[Data records]
····················

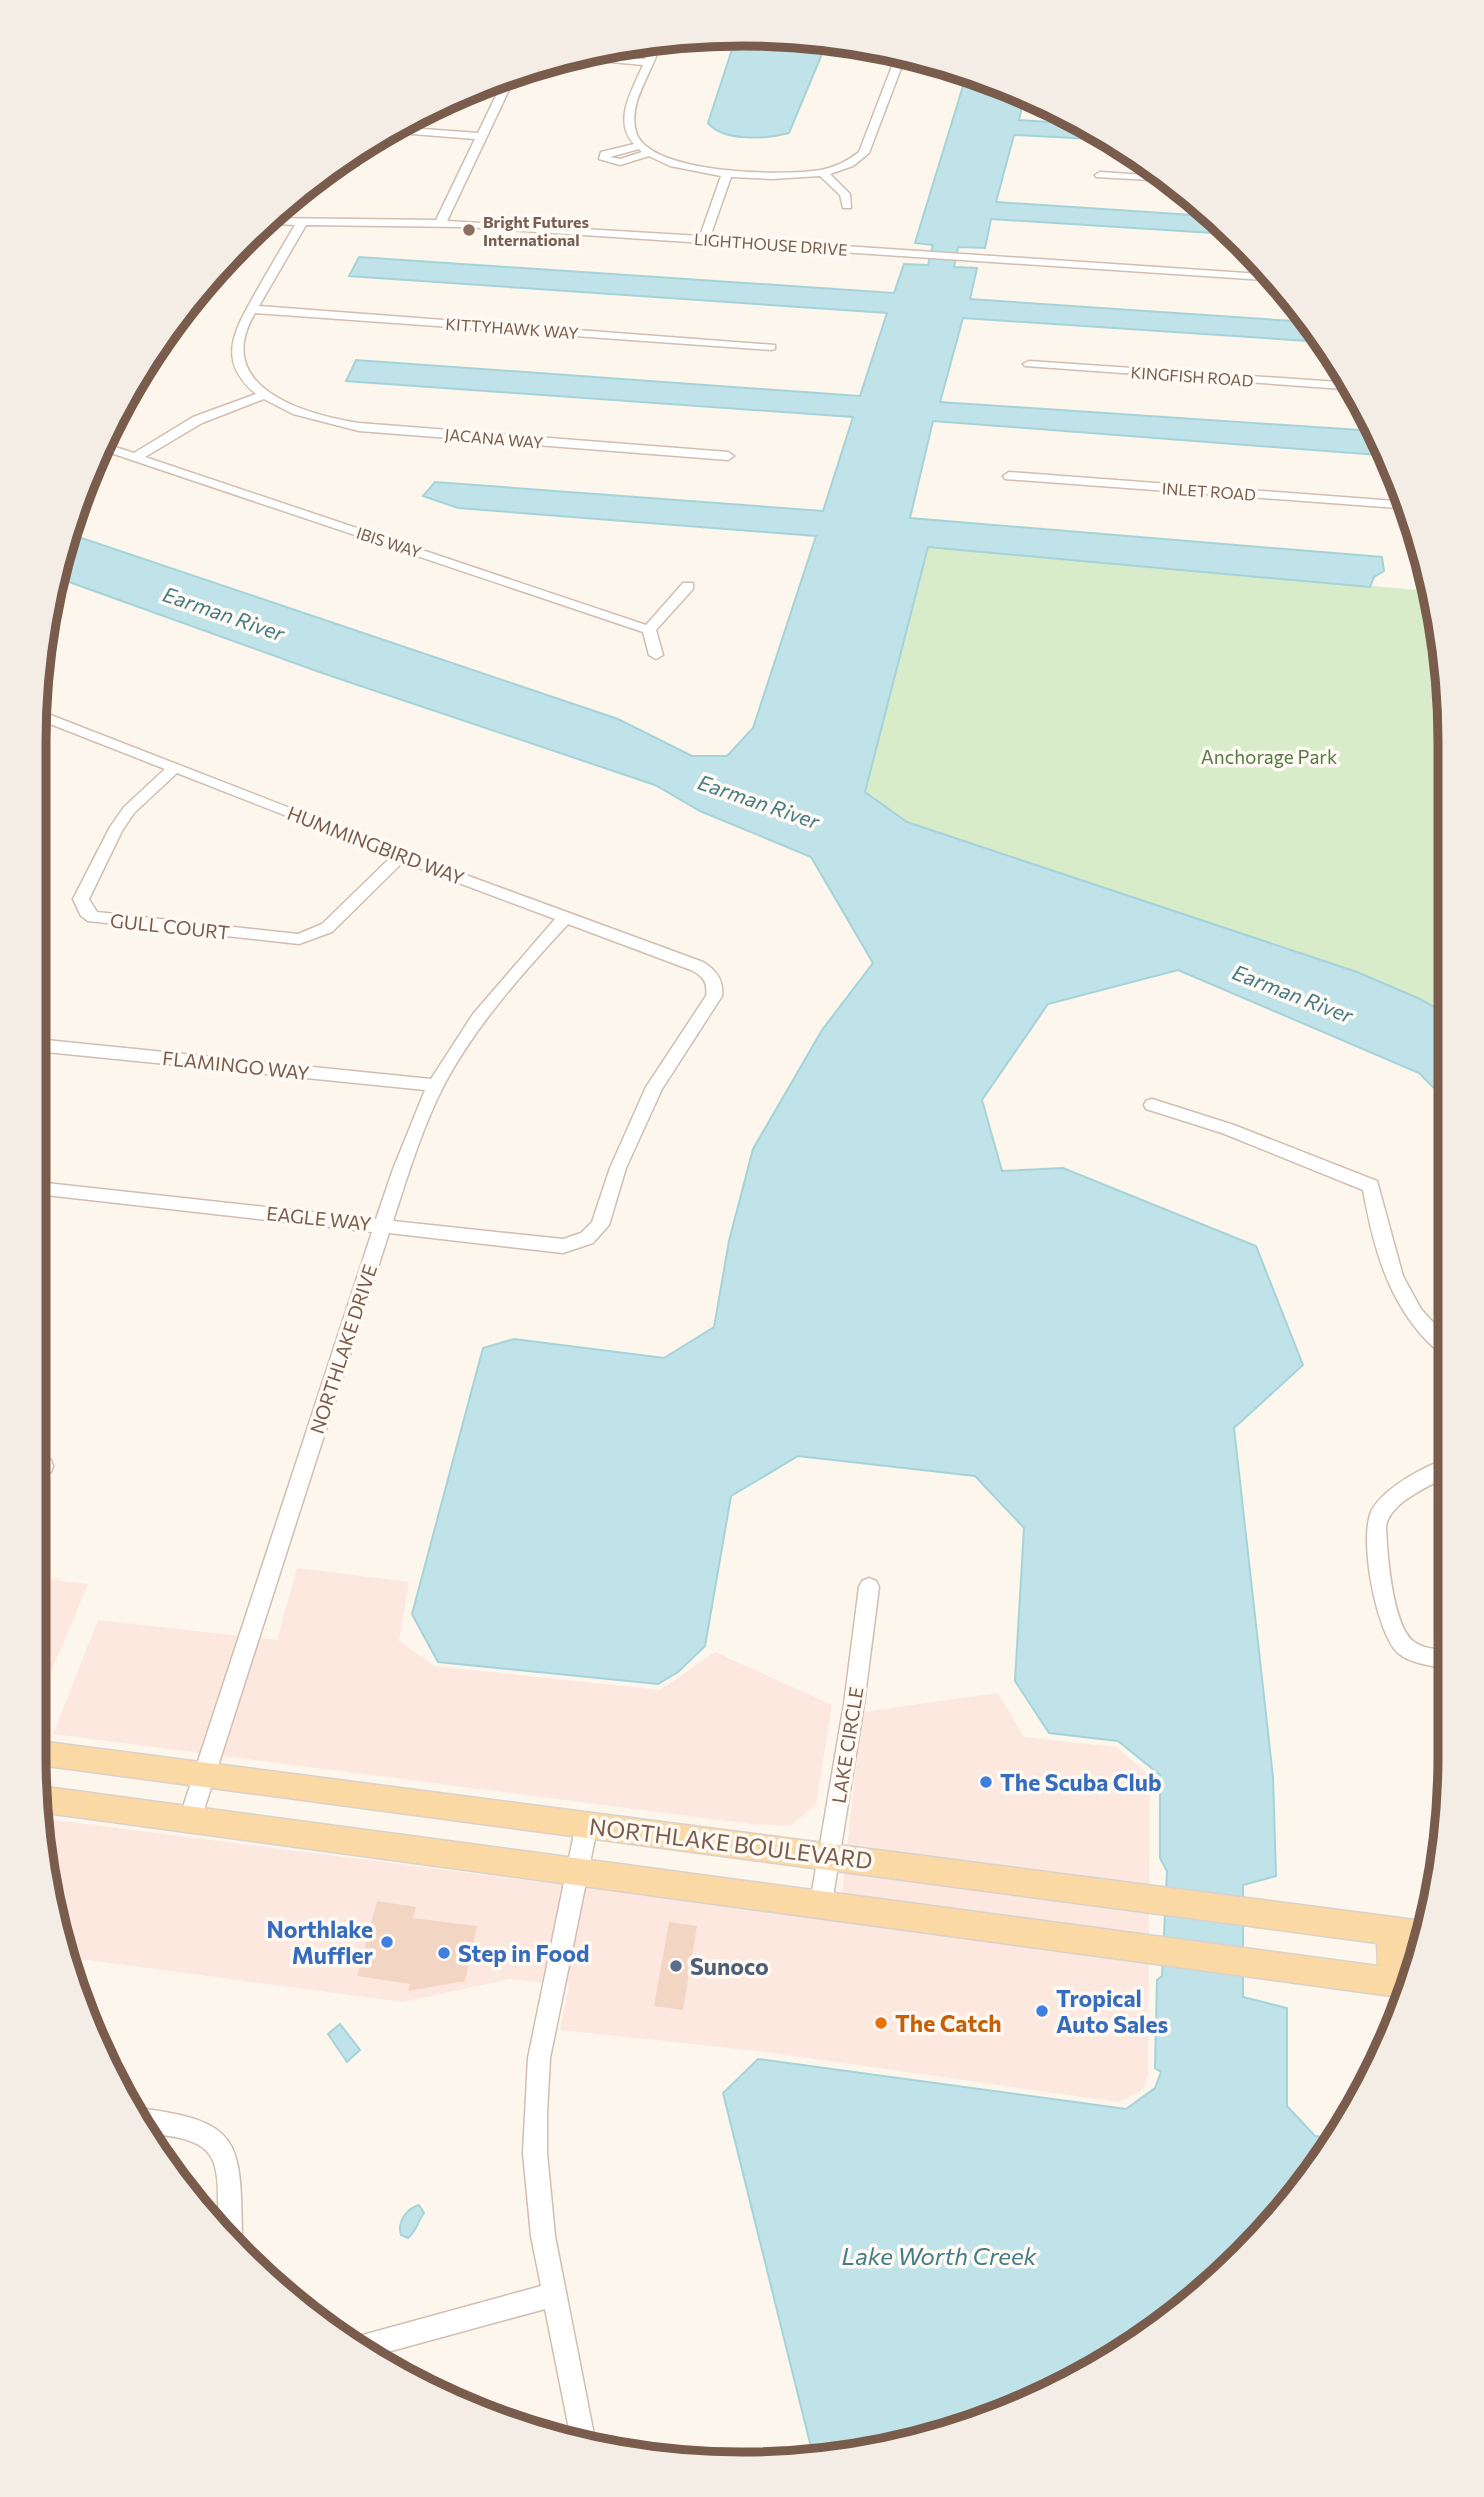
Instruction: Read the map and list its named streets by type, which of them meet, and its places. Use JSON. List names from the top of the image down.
{
  "streets": {
    "main road": ["NORTHLAKE BOULEVARD"],
    "street": [
      "LIGHTHOUSE DRIVE",
      "KITTYHAWK WAY",
      "KINGFISH ROAD",
      "JACANA WAY",
      "INLET ROAD",
      "IBIS WAY",
      "HUMMINGBIRD WAY",
      "GULL COURT",
      "FLAMINGO WAY",
      "EAGLE WAY",
      "NORTHLAKE DRIVE",
      "LAKE CIRCLE"
    ]
  },
  "crossings": [
    ["HUMMINGBIRD WAY", "GULL COURT"],
    ["HUMMINGBIRD WAY", "EAGLE WAY"],
    ["HUMMINGBIRD WAY", "NORTHLAKE DRIVE"],
    ["FLAMINGO WAY", "NORTHLAKE DRIVE"],
    ["EAGLE WAY", "NORTHLAKE DRIVE"],
    ["NORTHLAKE DRIVE", "NORTHLAKE BOULEVARD"],
    ["LAKE CIRCLE", "NORTHLAKE BOULEVARD"]
  ],
  "water": ["Earman River", "Lake Worth Creek"],
  "parks": ["Anchorage Park"],
  "places": [
    "Bright Futures International",
    "The Scuba Club",
    "Northlake Muffler",
    "Step in Food",
    "Sunoco",
    "Tropical Auto Sales",
    "The Catch"
  ]
}
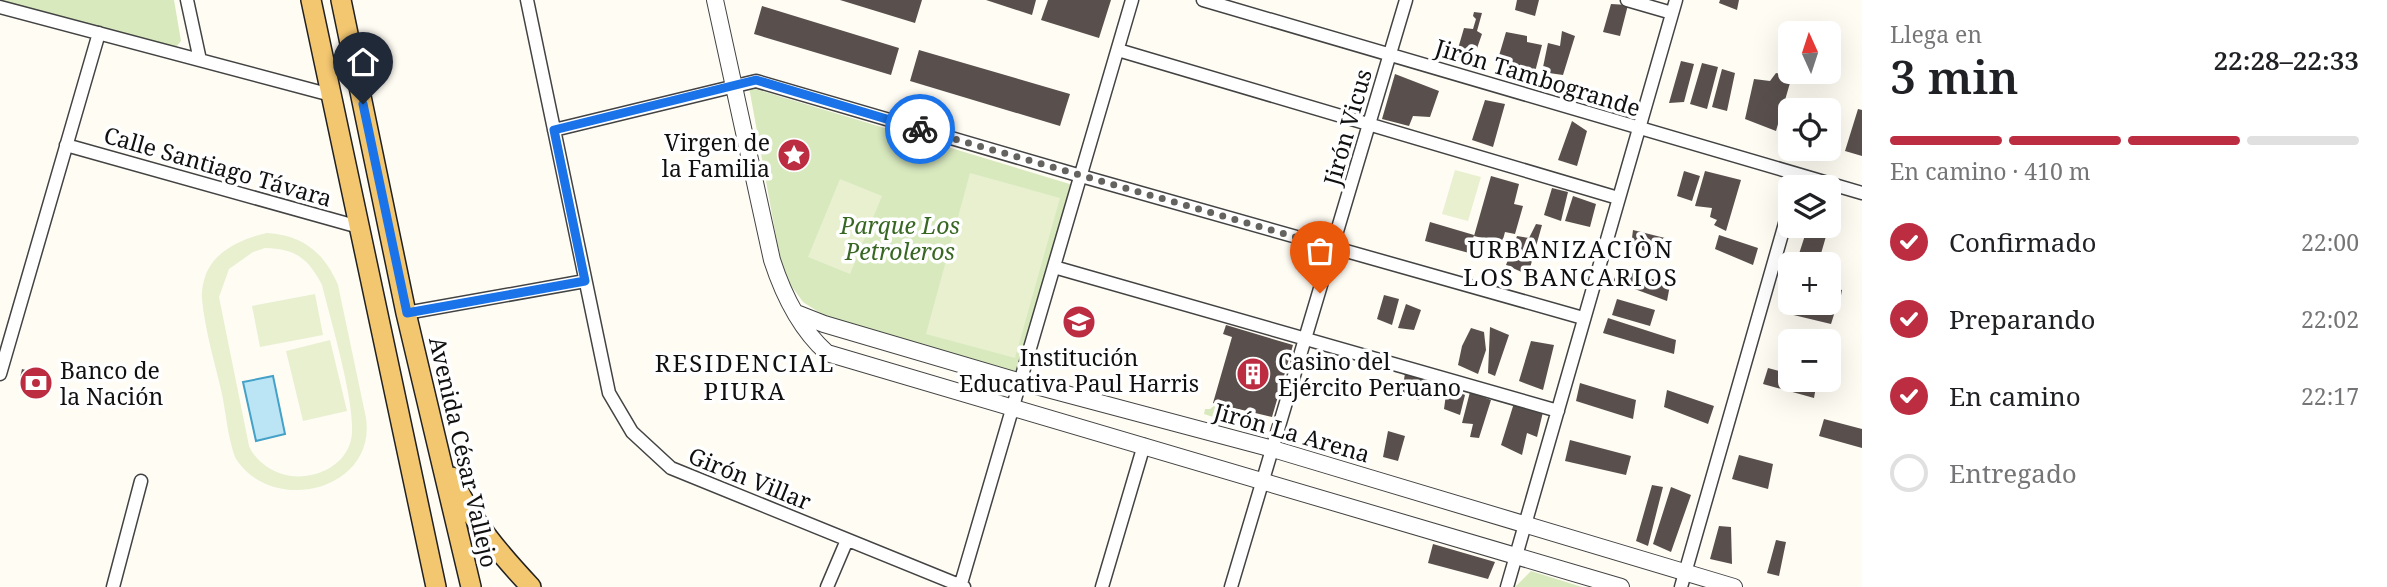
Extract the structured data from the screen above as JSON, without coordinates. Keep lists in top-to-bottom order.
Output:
{
  "streets": {
    "main road": ["Avenida César Vallejo"],
    "street": [
      "Jirón Tambogrande",
      "Jirón Vicus",
      "Calle Santiago Távara",
      "Jirón La Arena",
      "Girón Villar"
    ]
  },
  "crossings": [
    ["Jirón Tambogrande", "Jirón Vicus"],
    ["Jirón Vicus", "Jirón La Arena"]
  ],
  "districts": ["URBANIZACIÒN LOS BANCARIOS", "RESIDENCIAL PIURA"],
  "parks": ["Parque Los Petroleros"],
  "places": {
    "place": ["Virgen de la Familia"],
    "school or university": ["Institución Educativa Paul Harris"],
    "building": ["Casino del Ejército Peruano"],
    "bank": ["Banco de la Nación"]
  },
  "north": "top",
  "page": {
    "heading": ["3 min", "Llega en", "22:28–22:33"],
    "map_buttons": ["+", "−"],
    "bar": "En camino · 410 m",
    "list": [
      ["Confirmado", "22:00"],
      ["Preparando", "22:02"],
      ["En camino", "22:17"],
      "Entregado"
    ]
  }
}
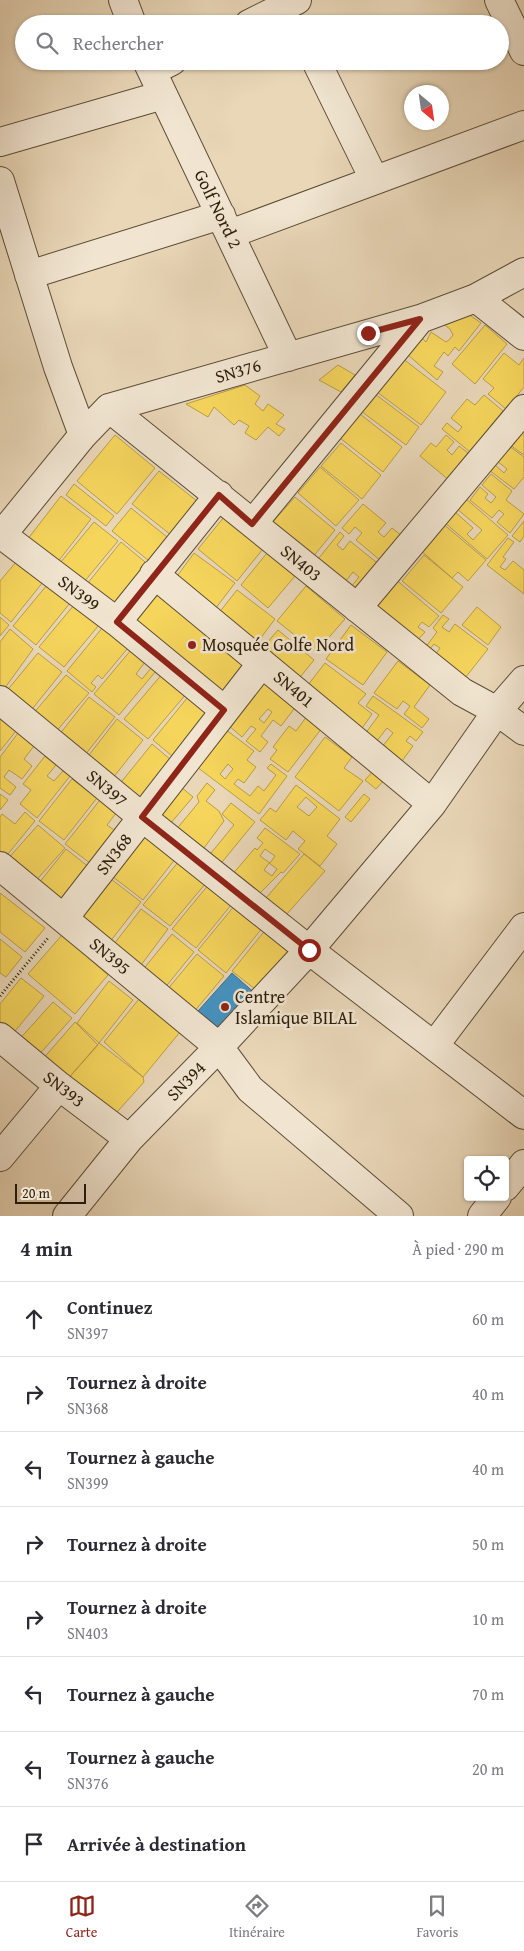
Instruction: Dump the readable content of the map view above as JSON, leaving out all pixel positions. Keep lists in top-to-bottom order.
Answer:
{
  "streets": {
    "street": [
      "Golf Nord 2",
      "SN376",
      "SN403",
      "SN399",
      "SN401",
      "SN397",
      "SN368",
      "SN395",
      "SN394",
      "SN393"
    ]
  },
  "crossings": [
    ["Golf Nord 2", "SN376"],
    ["SN376", "SN403"],
    ["SN403", "SN394"],
    ["SN399", "SN368"],
    ["SN401", "SN368"],
    ["SN401", "SN394"],
    ["SN397", "SN368"],
    ["SN397", "SN394"],
    ["SN368", "SN395"],
    ["SN395", "SN394"],
    ["SN394", "SN393"]
  ],
  "places": ["Mosquée Golfe Nord", "Centre Islamique BILAL"],
  "scale_bar": "20 m",
  "north": "bottom right",
  "page": {
    "search": "Rechercher",
    "scale": "20 m",
    "heading": ["4 min", "À pied · 290 m"],
    "list": [
      ["Continuez", "SN397", "60 m"],
      ["Tournez à droite", "SN368", "40 m"],
      ["Tournez à gauche", "SN399", "40 m"],
      ["Tournez à droite", "50 m"],
      ["Tournez à droite", "SN403", "10 m"],
      ["Tournez à gauche", "70 m"],
      ["Tournez à gauche", "SN376", "20 m"],
      "Arrivée à destination"
    ],
    "nav": ["Carte", "Itinéraire", "Favoris"]
  }
}
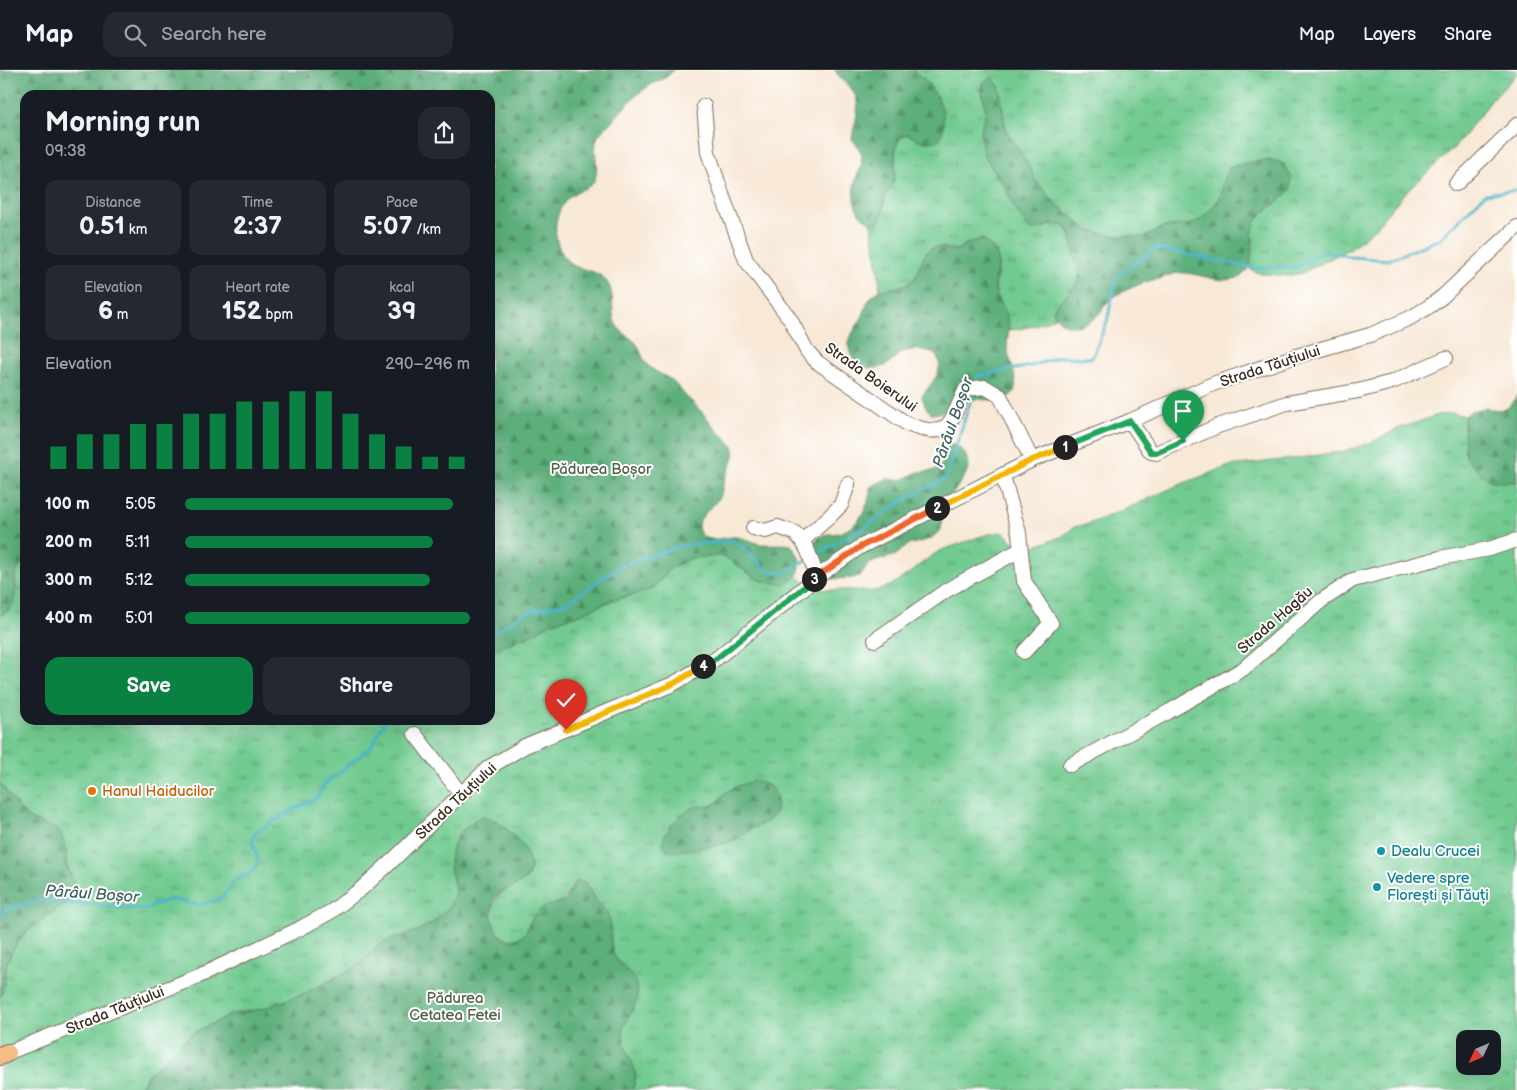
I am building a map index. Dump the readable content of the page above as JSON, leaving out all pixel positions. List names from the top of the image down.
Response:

····················

Where the string "above" occurs in the data, return the whole line.

Extract the structured data from the screen above as JSON, without coordinates. Keep lists in top-to-bottom order.
Instruction: Dump the readable content of the map view above as JSON, leaving out all pixel positions. Keep lists in top-to-bottom order.
I am building a map index. Dump the readable content of the page above as JSON, leaving out all pixel positions. List names from the top of the image down.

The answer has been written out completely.